History was made yesterday when all the living presidents of the United States—Jimmy Carter, George H. W. Bush, Bill Clinton, and George W. Bush—met for lunch in the White House with President-elect Barack Obama. As noted in this Washington Post article, this was the first meeting of all living presidents since October 1981, when Ronald Reagan hosted Richard Nixon, Gerald Ford, and Jimmy Carter as they were assembling to attend the funeral of Anwar Sadat in Egypt. And once Obama is inaugurated, we will be in a period when there are four living former presidents—a rare time in American history.

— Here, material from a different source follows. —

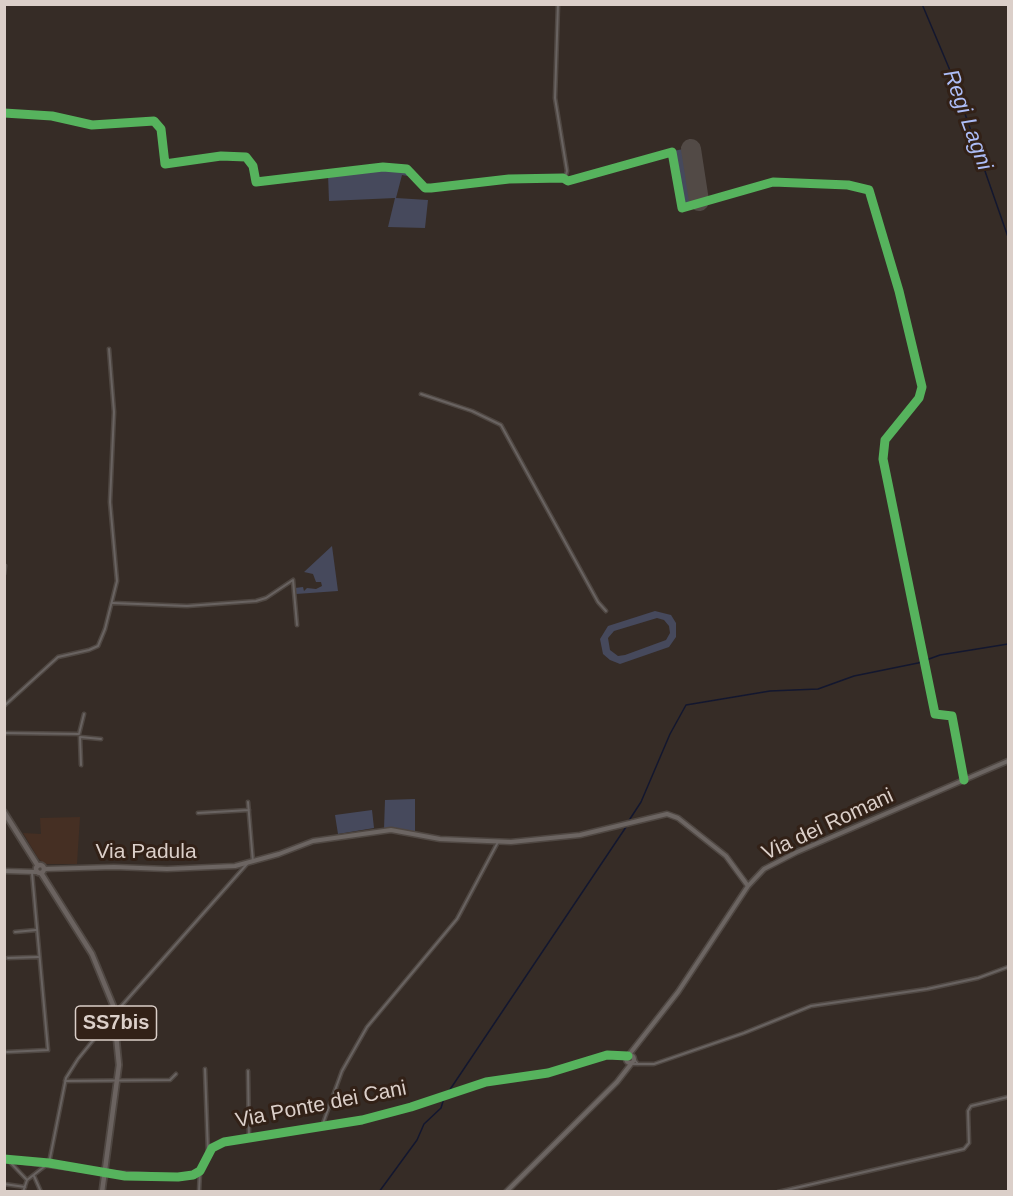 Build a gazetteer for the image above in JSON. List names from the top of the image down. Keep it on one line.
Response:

The Post makes reference to Obama modeling himself on Abraham Lincoln, with his "team of rivals" cabinet (without noting that one 2008 rival, Bill Richardson, has been dropped from the list). But the paper does not note that when Lincoln took office, he did not have such a meeting, even though there were five former presidents living at the time. And for good reason: All five were, to varying degrees, hostile to Lincoln. Martin Van Buren, who had held office almost a quarter-century before, was nearing 80 and living in upstate New York. John Tyler was a member of a peace convention assembled in Washington but was hardly sympathetic to Lincoln; he was soon to be elected to the Confederate Congress, though he died in 1862 before it gathered. Millard Fillmore had been the American (Know-Nothing) Party candidate for president, and thus an opponent of the Republican Party. Franklin Pierce had signed the Kansas-Nebraska Act, to which Lincoln was so strongly opposed that he re-entered politics and joined the new Republican Party. And the outgoing president, James Buchanan, was clearly at odds with Lincoln.
That period was one of three in U.S. history when there were five living former presidents. The others were in 1993-94, when Richard Nixon, Gerald Ford, Jimmy Carter, Ronald Reagan, and George H. W. Bush were all still living, and in 2001-2004, when Ford, Carter, Reagan, Bush, and Bill Clinton were still living. In 1993, I suggested to Ann Stock, the White House social director in the incoming Clinton administration, that it would be nice to invite all five of them to a White House event—and to do what Abraham Lincoln could not have done. I don't know whether she or anyone else in the Clinton administration tried to do this, but it never happened. Perhaps the reason was that Nancy Reagan believed that her husband was not in a condition to attend. I remember attending an event at the Reagan Library in the summer of 1994 (a suitably bipartisan one: Susan Estrich and I were on the same panel) that I hoped the former president would attend. He didn't, and no explanation was given. A couple of months later, Reagan's final letter to the public, disclosing that he had Alzheimer's disease, was released. In any case, Richard Nixon died in March 1994, and the number of living former presidents who could attend was reduced to three. And during the 2001-04 period, there was no possibility of Reagan making a public appearance.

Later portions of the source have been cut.